Work required —
The string "overflow" may appear on lines of the entries below; report how many such lines there are, and only that.

═══ Supplied material ═══

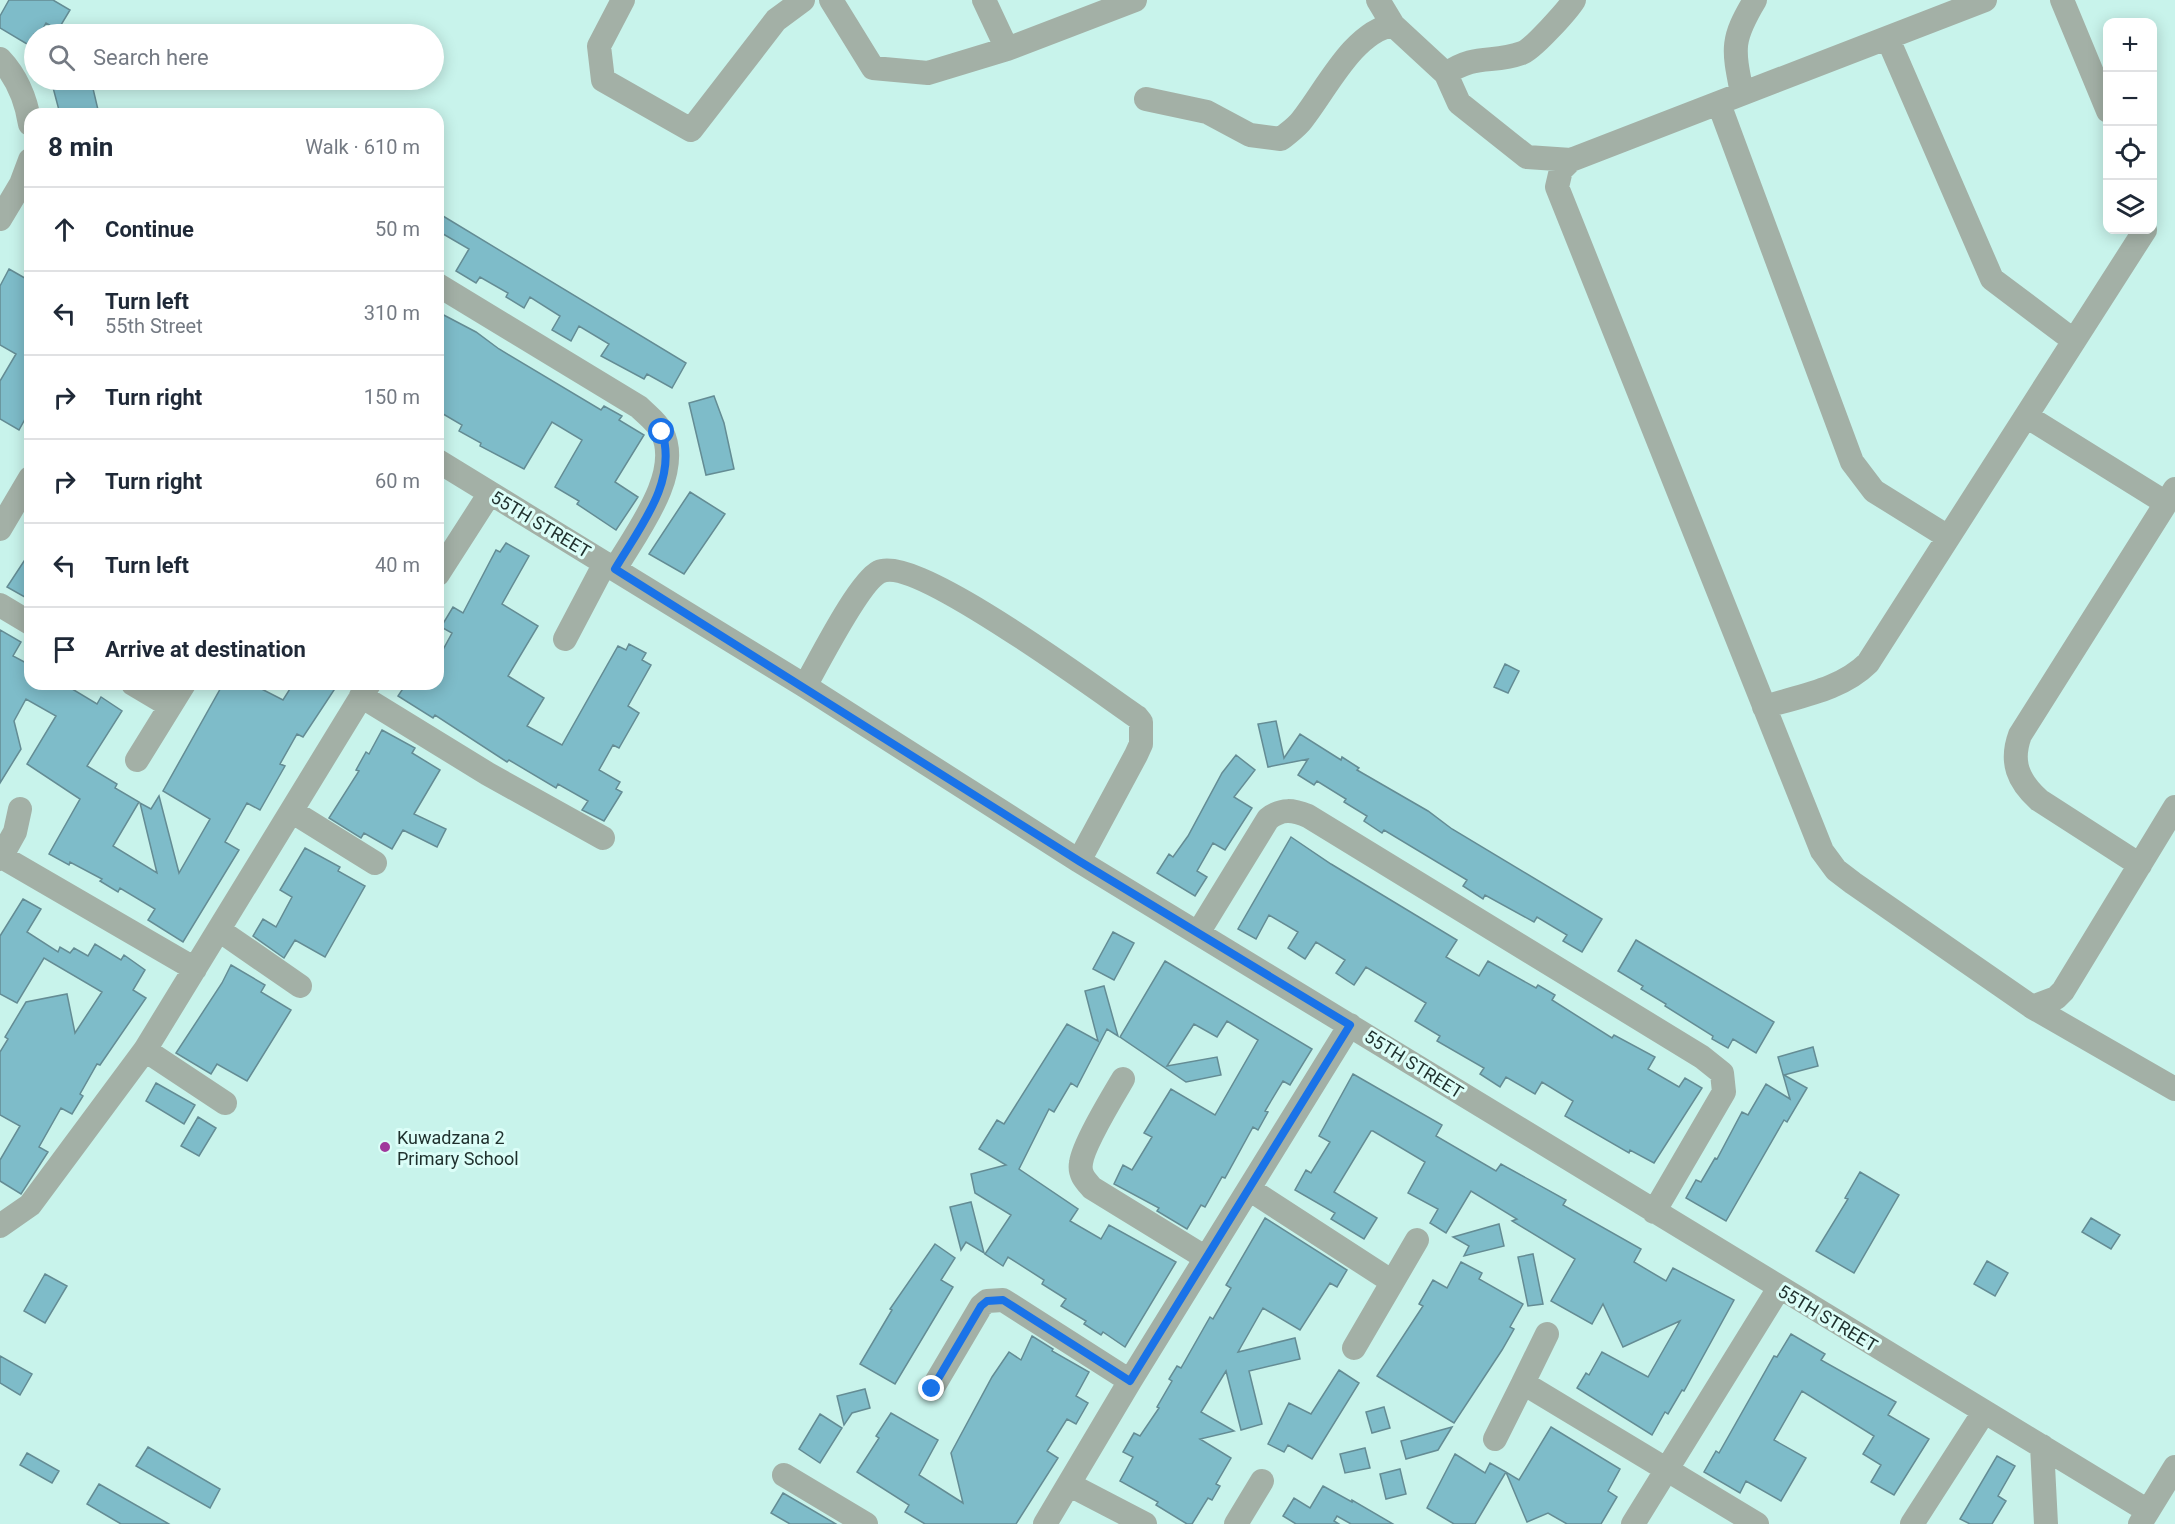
<!DOCTYPE html>
<html lang="en">
<head>
<meta charset="utf-8">
<style>
	:root { --surface:#fff; --page:#f6f6f7; --text:#1f2937; --muted:#747a83; --line:#e0e1e3 }
	body { margin:0; font-family:Roboto,sans-serif; background:var(--page); color:var(--text) }
	.controls { position:absolute; right:18px; top:18px; display:grid; overflow:hidden; border-radius:12px; box-shadow:0 3px 15px #0003 }
	.controls button { width:54px; height:54px; display:grid; place-items:center; padding:0; border:0; border-bottom:2px solid var(--line); background:var(--surface); color:var(--text); font:30px sans-serif }
	.stop { position:absolute; width:18px; height:18px; margin:-14px; border:4px solid #1a73e8; border-radius:50%; background:#fff }
	.stop.end { background:#1a73e8; border-color:#fff; box-shadow:0 2px 6px #0008 }
	.list { margin:0; padding:0; list-style:none }
	h2 { display:flex; justify-content:space-between; align-items:center; height:78px; margin:0; padding:0 24px; font-size:26px }
	h2 small { font-size:20px; font-weight:400; color:var(--muted) }
	.list li { display:grid; grid-template-columns:39px 1fr auto; gap:18px; align-items:center; box-sizing:border-box; height:84px; padding:0 24px; border-top:2px solid var(--line) }
	.list b { display:block; font-size:22px; white-space:nowrap }
	.list p { margin:0; font-size:20px; white-space:nowrap; color:var(--muted) }
	.list em { font-size:20px; font-style:normal; color:var(--muted) }
	.icon { flex:none; width:33px; height:33px; fill:none; stroke:currentColor; stroke-width:2; stroke-linecap:round; stroke-linejoin:round }
	.map { position:relative; flex:none; width:2175px; height:1524px; overflow:hidden }
	.search { position:absolute; background:var(--surface); box-shadow:0 3px 15px #0003; left:24px; top:24px; width:420px; height:66px; display:flex; align-items:center; gap:15px; box-sizing:border-box; padding:0 21px; border-radius:33px; color:var(--muted); font-size:22px }
	.panel { position:absolute; background:var(--surface); box-shadow:0 3px 15px #0003; left:24px; top:108px; width:420px; height:582px; border-radius:18px }
	.map>svg:first-child { display:block }
</style>
</head>
<body>
<div class="map">
<svg width="2175" height="1524" viewBox="0 0 2175 1524">
	<rect width="100%" height="100%" fill="#c8f3eb"/>
	<path fill="#7ebcc9" stroke="#648c94" stroke-width="1.5" d="M9,0H53L70,10L58,30L46,23L40,34H34L32,47L0,28V16Z
		M51,80H91L99,114H60Z
		M438,213L686,363L672,388L647,374L644,379L601,356L609,344L579,326L571,341L552,330L560,316L530,297L524,308L506,297L508,293L480,277L476,283L456,271L469,249L438,231Z
		M9,269L30,281V410L19,430L0,419V381L16,354L0,345V286Z
		M438,312L476,332L499,349L601,410L604,406L622,416L619,420L644,435L615,482L638,497L616,530L577,504L579,501L555,487L582,440L552,422L524,469L480,446L481,443L459,431L462,425L438,411Z
		M714,396L724,423L734,469L706,475L689,403Z
		M690,492L725,514L684,574L649,554Z
		M506,543L529,556L502,604L538,626L508,676L544,698L527,726L562,745L618,646L626,650L629,644L646,653L642,660L651,665L628,706L639,713L619,748L613,745L599,770L620,782L616,789L622,792L604,821L582,810L588,801L558,784L556,788L509,760L507,762L435,715L433,718L398,696L406,684H438V659L452,633L441,627L453,607L463,613L496,550L500,552Z
		M30,552V600L7,587Z
		M0,630L21,642L13,656L30,665V684H64L97,704L101,697L122,711L87,766L117,784L115,788L139,802L113,846L157,873L140,803L151,809L159,796L179,873L210,819L163,791L223,684H252L283,700L293,684H338L303,737L297,734L280,764L285,766L260,810L247,803L225,842L239,850L183,942L148,920L155,909L120,888L118,892L100,881L102,879L70,862L69,865L49,854L80,799L27,764L56,716L26,699L14,721L21,749L0,783Z
		M1505,664L1519,671L1508,693L1494,687Z
		M1276,721L1284,758L1300,734L1341,760L1342,757L1359,768L1357,770L1428,811L1452,829L1602,919L1582,952L1563,941L1567,935L1537,917L1534,922L1485,895L1483,899L1463,886L1467,880L1384,830L1382,833L1364,821L1367,816L1344,802L1346,799L1317,781L1314,785L1298,775L1308,759L1268,767L1258,724Z
		M382,730L415,748L412,753L440,770L414,814L446,829L437,847L403,830L392,849L364,833L361,838L329,818L359,771L356,770L366,752L369,754Z
		M1236,755L1255,770L1234,797L1252,808L1225,850L1213,843L1197,871L1207,877L1195,896L1157,873L1169,854L1173,857L1188,836L1222,773Z
		M1291,837L1331,864L1457,940L1446,957L1479,976L1488,961L1536,988L1538,985L1555,995L1552,1000L1612,1038L1614,1035L1655,1057L1648,1069L1679,1087L1685,1078L1702,1088L1654,1163L1630,1150L1629,1153L1565,1116L1573,1101L1542,1082L1535,1094L1506,1077L1500,1087L1480,1074L1484,1068L1437,1041L1440,1036L1415,1021L1426,1003L1366,967L1354,985L1336,973L1345,960L1316,942L1305,959L1288,948L1298,932L1269,915L1256,939L1238,929Z
		M305,848L340,867L338,871L365,886L325,957L295,940L284,958L253,936L263,919L276,927L292,897L280,890Z
		M23,899L41,909L27,932L58,952L60,947L70,953L74,948L88,956L95,944L121,960L124,955L145,970L133,990L146,998L100,1065L97,1064L80,1094L83,1096L72,1114L61,1108L39,1147L48,1152L21,1194L0,1181V1160L20,1126L0,1115V1052L8,1039L5,1037L26,1002L67,994L75,1033L102,992L44,958L17,1003L0,994V936Z
		M1113,932L1134,943L1114,980L1093,969Z
		M1636,940L1774,1022L1756,1053L1733,1039L1728,1048L1712,1039L1713,1036L1665,1006L1666,1004L1641,989L1643,986L1618,971Z
		M1165,961L1312,1049L1290,1085L1283,1081L1265,1111L1268,1112L1258,1130L1253,1127L1225,1178L1222,1177L1205,1207L1201,1205L1187,1229L1157,1211L1159,1208L1114,1184L1123,1165L1132,1170L1152,1137L1144,1133L1171,1089L1215,1115L1258,1040L1227,1021L1217,1037L1194,1024L1167,1066L1217,1057L1221,1075L1186,1082L1120,1037Z
		M231,965L265,985L261,992L291,1010L247,1081L217,1064L211,1074L176,1053L222,983Z
		M1104,986L1118,1036L1107,1029L1077,1087L1071,1083L1054,1112L1049,1109L1019,1169L1078,1209L1070,1221L1101,1239L1109,1225L1176,1262L1125,1347L1103,1332L1101,1335L1084,1324L1086,1321L1061,1306L1066,1299L1042,1284L1044,1280L1008,1257L1003,1266L985,1254L1011,1215L975,1193L971,1174L1006,1165L979,1149L997,1120L1004,1124L1067,1024L1098,1041L1085,991Z
		M1813,1047L1818,1066L1784,1075L1807,1088L1787,1122L1784,1120L1726,1221L1686,1198L1696,1180L1701,1182L1715,1158L1717,1159L1742,1112L1748,1115L1766,1084L1790,1099L1778,1057Z
		M1353,1074L1442,1125L1436,1136L1496,1171L1501,1164L1566,1200L1563,1205L1641,1249L1634,1262L1666,1281L1673,1268L1734,1300L1684,1391L1682,1390L1668,1414L1665,1412L1652,1435L1577,1388L1586,1373L1589,1375L1602,1352L1648,1377L1680,1321L1623,1347L1603,1304L1592,1324L1551,1301L1575,1259L1512,1221L1517,1219L1471,1191L1446,1233L1430,1223L1438,1209L1408,1193L1425,1162L1373,1131H1371L1334,1192L1377,1218L1364,1239L1331,1219L1335,1213L1295,1190L1306,1170L1311,1173L1330,1142L1319,1136Z
		M156,1083L195,1105L184,1124L146,1101Z
		M198,1117L216,1128L199,1156L181,1146Z
		M1860,1172L1899,1195L1854,1273L1816,1251L1848,1199L1845,1198Z
		M971,1202L984,1253L966,1242L961,1250L950,1207Z
		M1265,1218L1347,1270L1337,1287L1330,1283L1300,1330L1263,1308L1238,1352L1295,1338L1300,1359L1249,1371L1262,1424L1241,1430L1226,1371L1201,1412L1234,1431L1200,1439L1231,1458L1216,1484L1220,1486L1212,1500L1208,1498L1192,1524H1187L1156,1505L1158,1502L1120,1481L1133,1457L1123,1452L1134,1433L1140,1436L1159,1408L1157,1407L1172,1381L1169,1379L1177,1366L1181,1368L1210,1317L1213,1319L1231,1288L1226,1285Z
		M2091,1218L2120,1235L2111,1249L2082,1232Z
		M1499,1224L1504,1246L1464,1256L1469,1246L1453,1237Z
		M935,1244L955,1258L941,1280L953,1287L895,1384L860,1364L892,1310L890,1309Z
		M1533,1254L1543,1304L1528,1306L1518,1257Z
		M1987,1261L2008,1273L1995,1296L1974,1284Z
		M1461,1262L1482,1273L1479,1279L1523,1304L1510,1327L1514,1329L1502,1350L1454,1423L1377,1376L1423,1306L1419,1304L1433,1280L1447,1288Z
		M45,1274L67,1286L45,1323L24,1311Z
		M1791,1334L1825,1354L1821,1360L1896,1402L1888,1415L1929,1439L1894,1495L1871,1482L1881,1465L1863,1454L1874,1436L1802,1391L1774,1440L1806,1458L1781,1501L1746,1481L1740,1493L1704,1472L1716,1451L1719,1453L1774,1356L1777,1357Z
		M1032,1336L1053,1349L1052,1351L1089,1372L1076,1396L1088,1403L1076,1424L1067,1419L1047,1451L1058,1458L1016,1524H925L905,1512L909,1505L857,1472L879,1438L876,1436L891,1413L938,1440L919,1475L963,1503L951,1453L992,1377L1009,1352L1021,1360Z
		M0,1356L32,1374L20,1395L0,1383Z
		M1339,1370L1359,1383L1312,1459L1288,1445L1284,1452L1268,1444L1289,1403L1311,1414Z
		M865,1389L870,1408L852,1413L844,1425L837,1396Z
		M1384,1407L1390,1428L1372,1433L1366,1412Z
		M820,1414L842,1428L820,1463L799,1449Z
		M1452,1427L1438,1450L1406,1459L1401,1441Z
		M1551,1427L1620,1469L1608,1491L1617,1497L1601,1524H1567L1548,1513L1527,1522L1506,1472L1519,1480Z
		M148,1447L220,1489L210,1508L136,1466Z
		M1365,1448L1370,1468L1345,1473L1340,1454Z
		M27,1453L59,1471L52,1483L20,1465Z
		M1455,1454L1485,1473L1490,1463L1506,1472L1475,1524H1454L1427,1508Z
		M1997,1456L2015,1466L1998,1496L2006,1501L1992,1524H1970L1960,1519Z
		M1400,1469L1406,1494L1386,1499L1380,1474Z
		M99,1484L169,1524H121L87,1504Z
		M1323,1486L1352,1502V1500L1393,1524H1351L1337,1516L1334,1521L1339,1524H1296L1283,1516L1294,1498L1310,1508Z
		M783,1493L836,1524H790L771,1513Z"/>
	<g fill="none" stroke-linecap="round" stroke-linejoin="round">
		<path stroke="#a3b0a6" stroke-width="24" d="M623,0L599,46L603,80L691,130L776,20L803,0
			M831,0L873,68L928,73L1007,49L1135,0
			M984,0L1007,49
			M1378,0L1393,25L1446,74
			M1985,0L1571,160L1561,170L1557,187L1822,851L1836,870L1853,883L2032,1007L2175,1089
			M2062,0L2108,111
			M1888,39L1992,279L2073,340
			M0,59C17,77 26,99 30,124
			M1742,93C1733,48 1731,40 1755,0
			M1146,99L1207,112L1250,135L1281,139C1288,133 1297,127 1302,120C1326,90 1353,32 1393,25
			M1719,104L1852,462L1874,491L1948,537
			M1571,160L1527,157L1459,103L1446,74C1476,53 1492,64 1522,53C1532,50 1568,10 1574,0
			M0,219L21,184L30,160
			M438,285L639,407C647,415 657,422 662,432C683,474 635,534 615,569
			M2026,416L2166,503
			M438,461L805,686L1079,861L2148,1511
			M0,529L30,478
			M438,574L490,493
			M0,605L30,623
			M565,639L605,563
			M133,684L170,706
			M805,686C819,662 858,583 879,572C915,554 1099,691 1137,717L1141,722V744L1136,755L1079,861
			M361,696L488,774L603,838
			M1764,707C1799,696 1841,690 1868,663L2145,230
			M137,760L184,684
			M293,812L375,863
			M2,857L195,969
			M0,859L15,832L20,809
			M2140,865L2039,800C2018,781 2010,762 2020,735L2175,489
			M219,930L300,986
			M1198,933L1268,819C1282,808 1293,810 1308,816L1702,1057L1722,1073L1724,1092L1654,1212
			M2032,1007L2056,998L2063,991L2175,807
			M145,1050L225,1103
			M1123,1079C1113,1096 1083,1145 1081,1163C1079,1174 1085,1180 1092,1188L1206,1258
			M1249,1189L1391,1281
			M0,1226L30,1205L145,1050L369,684
			M1354,1348L1417,1240
			M1523,1383L1547,1334
			M932,1389L981,1306L987,1301L1003,1300L1130,1381
			M1495,1439L1523,1383L1757,1524
			M2042,1446L2046,1524
			M784,1475L866,1524
			M1070,1485L1145,1524
			M1045,1524L1130,1381L1350,1025
			M1236,1524L1262,1481
			M1633,1524L1779,1288
			M1912,1524L1984,1412
			M2140,1524L2175,1467"/>
	</g>
	<g fill="none" stroke-linecap="round" stroke-linejoin="round">
		<path stroke="#1a73e8" stroke-width="8" d="M662,432C678,482 639,528 615,569L1079,861L1350,1025L1130,1381L1003,1300L987,1301L981,1306L932,1389"/>
	</g>
	<circle fill="#a0389c" stroke="#dcfef8" stroke-width="2" cx="385" cy="1147" r="6"/>
	<g text-anchor="middle" dominant-baseline="central" stroke-width="6" stroke-linejoin="round" paint-order="stroke">
		<g font-size="18" fill="#1f302d" stroke="#dcfef8">
			<text transform="translate(541 524) rotate(31)">55TH STREET</text>
			<text transform="translate(1414 1064) rotate(32)">55TH STREET</text>
			<text transform="translate(1828 1318) rotate(31)">55TH STREET</text>
		</g>
		<g font-size="18" fill="#1f302d" stroke="#dcfef8" text-anchor="start">
			<text x="397" y="1137">Kuwadzana 2<tspan x="397" dy="21">Primary School</tspan></text>
		</g>
	</g>
</svg>
<div class="controls">
<button>+</button>
<button>−</button>
<button><svg class="icon" aria-label="locate" viewBox="0 0 24 24"><circle cx="12" cy="12" r="6"/><path d="M12 2v4M12 18v4M2 12h4M18 12h4"/></svg></button>
<button><svg class="icon" aria-label="layers" viewBox="0 0 24 24"><path d="M12 4l9 5-9 5-9-5zM3 14l9 5 9-5"/></svg></button>
</div>
<div class="stop" style="left:662px;top:432px"></div>
<div class="stop end" style="left:932px;top:1389px"></div>
<div class="search"><svg class="icon" aria-label="search" viewBox="0 0 24 24"><circle cx="10" cy="10" r="6"/><path d="M15 15l6 6"/></svg>Search here</div>
<section class="panel">
<h2>8 min<small>Walk · 610 m</small></h2>
<ul class="list">
<li><svg class="icon" aria-label="ahead" viewBox="0 0 24 24"><path d="M12 20V5M6 11l6-6 6 6"/></svg><div><b>Continue</b></div><em>50 m</em></li>
<li><svg class="icon" aria-label="left" viewBox="0 0 24 24"><path d="M17 20v-9H6M10 6l-5 5 5 5"/></svg><div><b>Turn left</b><p>55th Street</p></div><em>310 m</em></li>
<li><svg class="icon" aria-label="right" viewBox="0 0 24 24"><path d="M7 20v-9h11M14 6l5 5-5 5"/></svg><div><b>Turn right</b></div><em>150 m</em></li>
<li><svg class="icon" aria-label="right" viewBox="0 0 24 24"><path d="M7 20v-9h11M14 6l5 5-5 5"/></svg><div><b>Turn right</b></div><em>60 m</em></li>
<li><svg class="icon" aria-label="left" viewBox="0 0 24 24"><path d="M17 20v-9H6M10 6l-5 5 5 5"/></svg><div><b>Turn left</b></div><em>40 m</em></li>
<li><svg class="icon" aria-label="arrive" viewBox="0 0 24 24"><path d="M6 21V4h12l-3 4 3 4H6"/></svg><div><b>Arrive at destination</b></div></li>
</ul>
</section>
</div>
</body>
</html>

═══

Exercise result —
2